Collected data

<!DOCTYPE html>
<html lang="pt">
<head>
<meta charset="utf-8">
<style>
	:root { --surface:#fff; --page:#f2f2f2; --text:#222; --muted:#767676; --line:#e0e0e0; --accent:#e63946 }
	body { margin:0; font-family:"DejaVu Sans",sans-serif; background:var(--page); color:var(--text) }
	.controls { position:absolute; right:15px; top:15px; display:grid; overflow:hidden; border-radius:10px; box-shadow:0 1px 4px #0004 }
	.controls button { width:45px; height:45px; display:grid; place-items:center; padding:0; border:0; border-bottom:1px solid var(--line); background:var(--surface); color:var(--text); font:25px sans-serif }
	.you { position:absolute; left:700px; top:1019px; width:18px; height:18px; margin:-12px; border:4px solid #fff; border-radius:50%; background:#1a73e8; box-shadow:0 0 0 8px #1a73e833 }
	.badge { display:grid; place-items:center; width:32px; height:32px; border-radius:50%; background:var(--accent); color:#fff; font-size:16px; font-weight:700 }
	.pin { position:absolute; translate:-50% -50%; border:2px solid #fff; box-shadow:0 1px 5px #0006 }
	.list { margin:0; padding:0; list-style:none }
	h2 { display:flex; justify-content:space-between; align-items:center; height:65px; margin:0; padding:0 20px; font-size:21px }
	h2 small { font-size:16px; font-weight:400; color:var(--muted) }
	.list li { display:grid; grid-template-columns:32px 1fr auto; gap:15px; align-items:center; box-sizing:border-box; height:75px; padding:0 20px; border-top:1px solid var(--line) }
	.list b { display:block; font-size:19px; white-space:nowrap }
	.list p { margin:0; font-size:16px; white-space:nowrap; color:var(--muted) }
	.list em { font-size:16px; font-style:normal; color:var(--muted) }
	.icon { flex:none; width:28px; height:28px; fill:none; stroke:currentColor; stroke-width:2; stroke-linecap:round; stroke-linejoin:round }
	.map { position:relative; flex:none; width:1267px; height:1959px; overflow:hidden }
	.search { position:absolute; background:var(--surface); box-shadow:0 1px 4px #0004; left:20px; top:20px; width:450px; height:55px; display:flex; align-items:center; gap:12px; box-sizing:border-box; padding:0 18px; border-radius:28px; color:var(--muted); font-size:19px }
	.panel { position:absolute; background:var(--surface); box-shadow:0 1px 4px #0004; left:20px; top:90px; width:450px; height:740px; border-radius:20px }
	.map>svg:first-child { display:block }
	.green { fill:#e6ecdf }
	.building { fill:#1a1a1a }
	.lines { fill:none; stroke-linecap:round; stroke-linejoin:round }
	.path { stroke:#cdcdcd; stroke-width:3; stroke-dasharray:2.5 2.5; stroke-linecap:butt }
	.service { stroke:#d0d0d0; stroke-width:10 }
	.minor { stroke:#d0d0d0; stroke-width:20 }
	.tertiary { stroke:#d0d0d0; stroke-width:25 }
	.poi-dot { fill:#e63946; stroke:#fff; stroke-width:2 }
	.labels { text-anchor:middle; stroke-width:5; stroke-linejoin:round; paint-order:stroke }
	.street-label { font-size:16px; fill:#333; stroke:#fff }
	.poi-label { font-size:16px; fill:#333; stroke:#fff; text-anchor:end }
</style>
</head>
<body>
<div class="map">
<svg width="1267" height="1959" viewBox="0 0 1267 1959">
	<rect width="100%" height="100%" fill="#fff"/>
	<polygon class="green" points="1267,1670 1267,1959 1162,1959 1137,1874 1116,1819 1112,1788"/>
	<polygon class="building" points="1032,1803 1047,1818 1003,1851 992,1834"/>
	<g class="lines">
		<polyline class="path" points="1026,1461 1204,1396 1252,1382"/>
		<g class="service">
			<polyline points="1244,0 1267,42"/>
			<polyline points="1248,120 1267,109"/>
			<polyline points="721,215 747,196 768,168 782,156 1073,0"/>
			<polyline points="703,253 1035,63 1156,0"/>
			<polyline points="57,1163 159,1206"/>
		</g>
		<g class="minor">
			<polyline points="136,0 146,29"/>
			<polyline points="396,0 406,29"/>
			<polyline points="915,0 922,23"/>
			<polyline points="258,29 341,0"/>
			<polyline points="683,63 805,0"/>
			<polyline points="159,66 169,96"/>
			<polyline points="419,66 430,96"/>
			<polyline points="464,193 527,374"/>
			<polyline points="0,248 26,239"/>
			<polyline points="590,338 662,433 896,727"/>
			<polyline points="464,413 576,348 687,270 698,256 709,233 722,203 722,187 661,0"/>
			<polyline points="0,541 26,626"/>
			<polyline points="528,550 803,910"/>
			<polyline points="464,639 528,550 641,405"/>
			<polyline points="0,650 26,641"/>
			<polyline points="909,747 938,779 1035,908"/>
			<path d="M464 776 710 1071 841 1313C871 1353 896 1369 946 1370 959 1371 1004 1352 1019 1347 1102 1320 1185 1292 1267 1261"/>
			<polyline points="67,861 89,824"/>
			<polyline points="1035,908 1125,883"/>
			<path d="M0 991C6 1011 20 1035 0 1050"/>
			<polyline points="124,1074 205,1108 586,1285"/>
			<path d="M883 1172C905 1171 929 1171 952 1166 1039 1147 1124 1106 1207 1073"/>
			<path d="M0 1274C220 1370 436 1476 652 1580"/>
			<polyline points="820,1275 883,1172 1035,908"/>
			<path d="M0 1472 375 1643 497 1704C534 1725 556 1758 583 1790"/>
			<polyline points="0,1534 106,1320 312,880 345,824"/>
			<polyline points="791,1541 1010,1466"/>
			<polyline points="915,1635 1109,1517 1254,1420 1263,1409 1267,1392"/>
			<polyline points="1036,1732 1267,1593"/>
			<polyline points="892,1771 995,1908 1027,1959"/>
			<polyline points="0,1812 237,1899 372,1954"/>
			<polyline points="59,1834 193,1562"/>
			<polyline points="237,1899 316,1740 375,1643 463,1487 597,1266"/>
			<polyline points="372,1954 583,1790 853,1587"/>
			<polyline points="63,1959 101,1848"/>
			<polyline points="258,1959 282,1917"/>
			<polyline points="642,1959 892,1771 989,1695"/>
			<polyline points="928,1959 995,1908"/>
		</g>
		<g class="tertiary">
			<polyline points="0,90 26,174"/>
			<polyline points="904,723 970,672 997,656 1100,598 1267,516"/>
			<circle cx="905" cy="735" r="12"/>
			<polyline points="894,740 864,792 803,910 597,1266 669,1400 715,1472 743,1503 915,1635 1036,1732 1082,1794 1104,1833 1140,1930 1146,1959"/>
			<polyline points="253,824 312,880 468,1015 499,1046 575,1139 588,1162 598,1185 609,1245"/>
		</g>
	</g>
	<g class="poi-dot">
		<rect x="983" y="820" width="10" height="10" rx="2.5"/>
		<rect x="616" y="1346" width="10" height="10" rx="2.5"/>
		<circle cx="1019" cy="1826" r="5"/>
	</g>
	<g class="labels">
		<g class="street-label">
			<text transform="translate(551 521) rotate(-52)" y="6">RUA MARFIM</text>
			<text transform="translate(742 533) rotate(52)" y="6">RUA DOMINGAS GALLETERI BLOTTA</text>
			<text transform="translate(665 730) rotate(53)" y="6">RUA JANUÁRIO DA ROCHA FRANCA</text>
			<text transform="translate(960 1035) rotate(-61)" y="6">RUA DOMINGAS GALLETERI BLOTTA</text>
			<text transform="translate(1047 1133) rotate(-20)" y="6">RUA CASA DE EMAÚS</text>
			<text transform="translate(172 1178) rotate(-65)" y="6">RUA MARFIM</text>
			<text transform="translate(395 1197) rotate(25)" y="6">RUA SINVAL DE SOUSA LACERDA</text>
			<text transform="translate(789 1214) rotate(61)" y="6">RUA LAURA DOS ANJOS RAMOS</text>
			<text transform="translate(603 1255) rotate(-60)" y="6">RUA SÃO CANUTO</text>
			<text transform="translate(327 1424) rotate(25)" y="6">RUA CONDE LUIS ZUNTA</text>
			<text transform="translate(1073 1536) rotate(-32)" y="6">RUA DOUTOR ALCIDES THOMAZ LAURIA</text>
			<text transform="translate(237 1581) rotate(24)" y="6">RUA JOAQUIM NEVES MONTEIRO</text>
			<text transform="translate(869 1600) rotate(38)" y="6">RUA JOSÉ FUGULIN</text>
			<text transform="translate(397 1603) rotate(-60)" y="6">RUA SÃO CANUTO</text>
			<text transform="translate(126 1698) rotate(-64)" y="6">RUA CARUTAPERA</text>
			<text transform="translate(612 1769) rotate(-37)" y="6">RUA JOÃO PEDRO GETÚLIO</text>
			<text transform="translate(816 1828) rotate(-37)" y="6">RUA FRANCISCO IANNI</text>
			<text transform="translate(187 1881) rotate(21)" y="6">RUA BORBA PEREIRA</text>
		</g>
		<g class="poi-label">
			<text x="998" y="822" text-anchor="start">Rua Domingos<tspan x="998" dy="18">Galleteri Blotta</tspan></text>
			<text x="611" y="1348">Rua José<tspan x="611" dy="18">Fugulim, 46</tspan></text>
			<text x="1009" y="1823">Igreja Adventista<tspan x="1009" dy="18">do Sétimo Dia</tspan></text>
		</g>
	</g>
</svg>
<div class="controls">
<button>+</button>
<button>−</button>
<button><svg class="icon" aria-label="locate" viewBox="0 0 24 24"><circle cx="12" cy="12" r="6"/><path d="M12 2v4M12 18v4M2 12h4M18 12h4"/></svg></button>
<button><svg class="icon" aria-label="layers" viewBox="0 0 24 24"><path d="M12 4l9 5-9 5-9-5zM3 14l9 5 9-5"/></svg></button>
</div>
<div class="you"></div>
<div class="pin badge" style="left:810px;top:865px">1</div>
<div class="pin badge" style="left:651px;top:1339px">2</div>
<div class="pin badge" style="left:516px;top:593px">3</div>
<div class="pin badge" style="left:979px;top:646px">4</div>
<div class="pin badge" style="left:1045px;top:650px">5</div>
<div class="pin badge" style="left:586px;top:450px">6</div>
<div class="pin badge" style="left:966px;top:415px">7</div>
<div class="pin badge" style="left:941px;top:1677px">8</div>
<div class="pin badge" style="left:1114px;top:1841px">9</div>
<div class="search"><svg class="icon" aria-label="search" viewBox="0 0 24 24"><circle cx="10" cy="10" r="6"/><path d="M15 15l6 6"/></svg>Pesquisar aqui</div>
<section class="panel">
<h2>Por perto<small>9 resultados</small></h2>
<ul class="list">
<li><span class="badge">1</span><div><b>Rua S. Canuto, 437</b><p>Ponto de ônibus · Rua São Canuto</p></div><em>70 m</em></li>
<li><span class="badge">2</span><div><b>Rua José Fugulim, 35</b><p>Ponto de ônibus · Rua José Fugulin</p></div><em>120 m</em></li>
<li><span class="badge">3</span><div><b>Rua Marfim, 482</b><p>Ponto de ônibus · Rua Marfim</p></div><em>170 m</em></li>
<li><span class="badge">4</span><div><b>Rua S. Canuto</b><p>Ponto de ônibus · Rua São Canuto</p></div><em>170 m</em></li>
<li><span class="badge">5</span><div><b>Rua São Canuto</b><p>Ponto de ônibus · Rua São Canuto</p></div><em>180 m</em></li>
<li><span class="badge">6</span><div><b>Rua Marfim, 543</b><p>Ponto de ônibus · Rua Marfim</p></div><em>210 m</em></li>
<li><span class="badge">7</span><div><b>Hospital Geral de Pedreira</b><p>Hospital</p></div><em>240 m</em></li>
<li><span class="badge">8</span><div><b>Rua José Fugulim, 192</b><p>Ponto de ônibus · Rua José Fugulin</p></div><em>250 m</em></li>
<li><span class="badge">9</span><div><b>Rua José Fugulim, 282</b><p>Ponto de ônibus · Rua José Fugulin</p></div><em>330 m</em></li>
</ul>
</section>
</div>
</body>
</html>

WORK REQUEST: Every line above that holds the word "minor" is to be found and copied.

YOUR RESPONSE:
	.minor { stroke:#d0d0d0; stroke-width:20 }
		<g class="minor">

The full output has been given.